Every record must be given again word for word; no picture belongs in the copy.

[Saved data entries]
>>
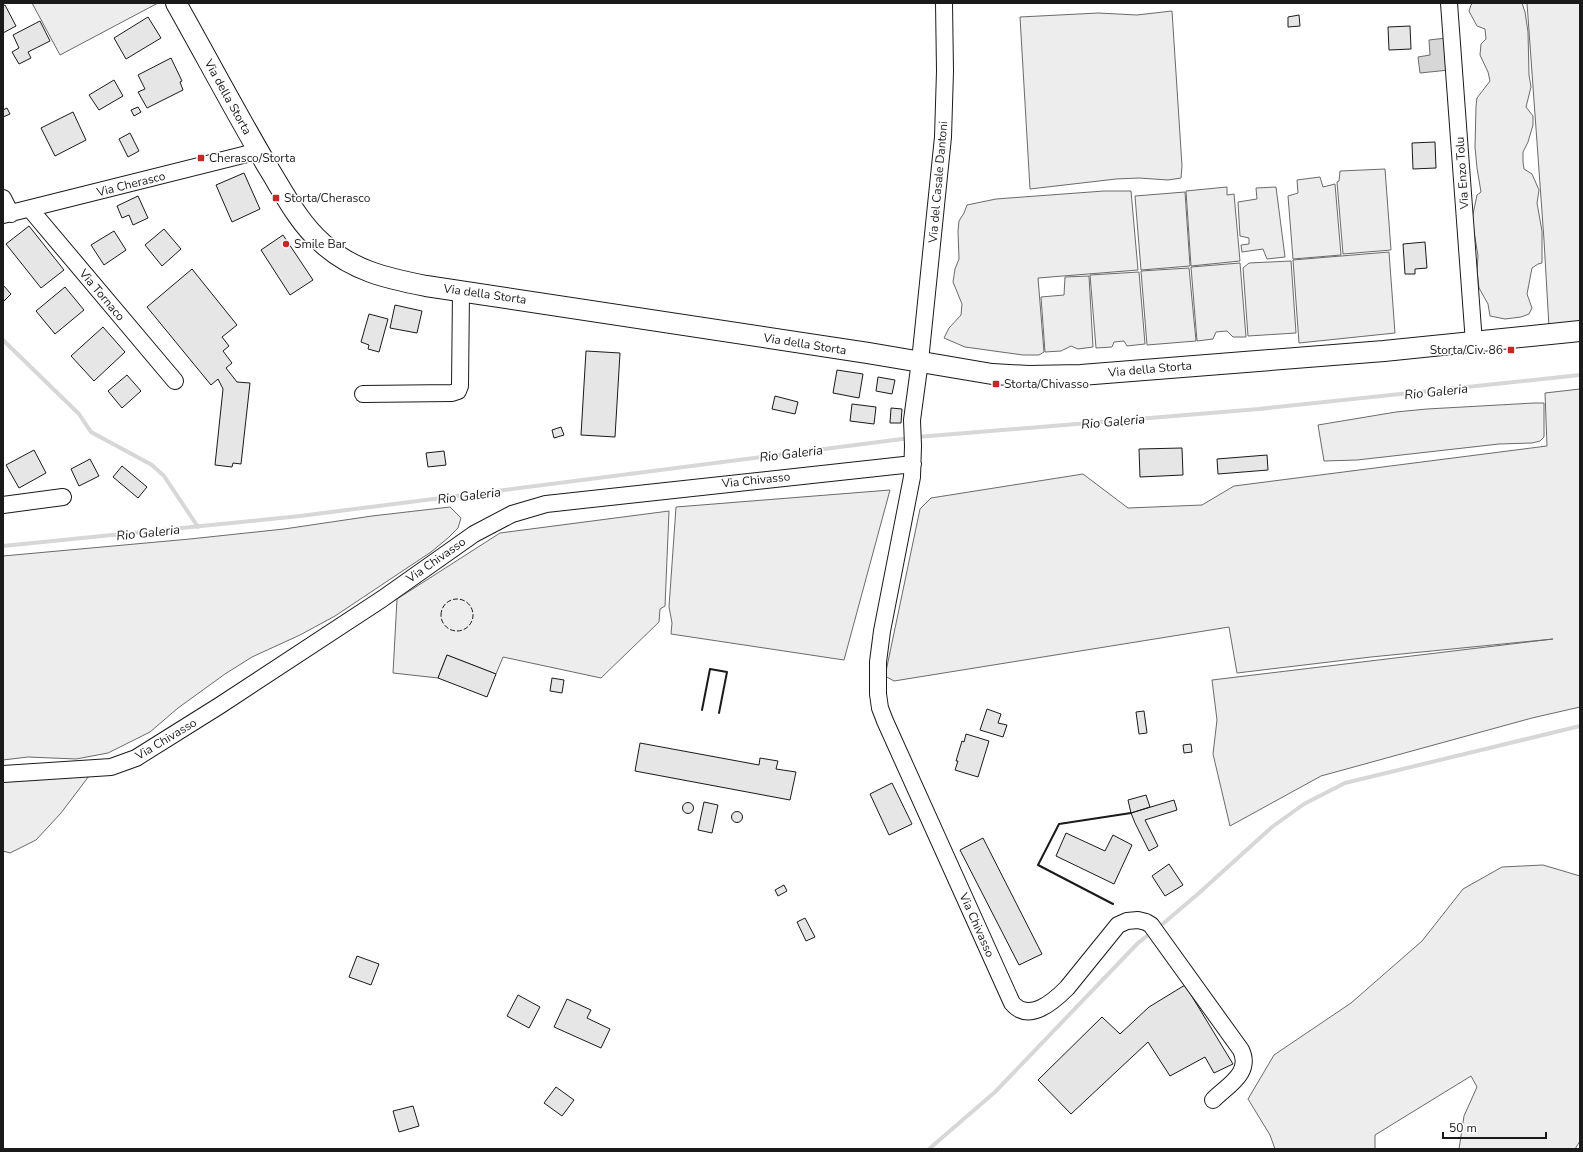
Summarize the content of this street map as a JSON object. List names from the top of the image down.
{
  "streets": {
    "main road": ["Via della Storta"],
    "street": [
      "Via Enzo Tolu",
      "Via del Casale Dantoni",
      "Via Cherasco",
      "Via Tornaco",
      "Via Chivasso"
    ]
  },
  "crossings": [
    ["Via della Storta", "Via Enzo Tolu"],
    ["Via della Storta", "Via del Casale Dantoni"],
    ["Via della Storta", "Via Cherasco"],
    ["Via della Storta", "Via Chivasso"],
    ["Via del Casale Dantoni", "Via Chivasso"],
    ["Via Cherasco", "Via Tornaco"]
  ],
  "water": ["Rio Galeria"],
  "places": {
    "transit": [
      "Cherasco/Storta",
      "Storta/Cherasco",
      "Storta/Civ. 86",
      "Storta/Chivasso"
    ],
    "other": ["Smile Bar"]
  },
  "scale_bar": "50 m"
}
<<
• _EXERCISE OUTPUT_:
Summarize the content of this street map as a JSON object. List names from the top of the image down.
{
  "streets": {
    "main road": ["Via della Storta"],
    "street": [
      "Via Enzo Tolu",
      "Via del Casale Dantoni",
      "Via Cherasco",
      "Via Tornaco",
      "Via Chivasso"
    ]
  },
  "crossings": [
    ["Via della Storta", "Via Enzo Tolu"],
    ["Via della Storta", "Via del Casale Dantoni"],
    ["Via della Storta", "Via Cherasco"],
    ["Via della Storta", "Via Chivasso"],
    ["Via del Casale Dantoni", "Via Chivasso"],
    ["Via Cherasco", "Via Tornaco"]
  ],
  "water": ["Rio Galeria"],
  "places": {
    "transit": [
      "Cherasco/Storta",
      "Storta/Cherasco",
      "Storta/Civ. 86",
      "Storta/Chivasso"
    ],
    "other": ["Smile Bar"]
  },
  "scale_bar": "50 m"
}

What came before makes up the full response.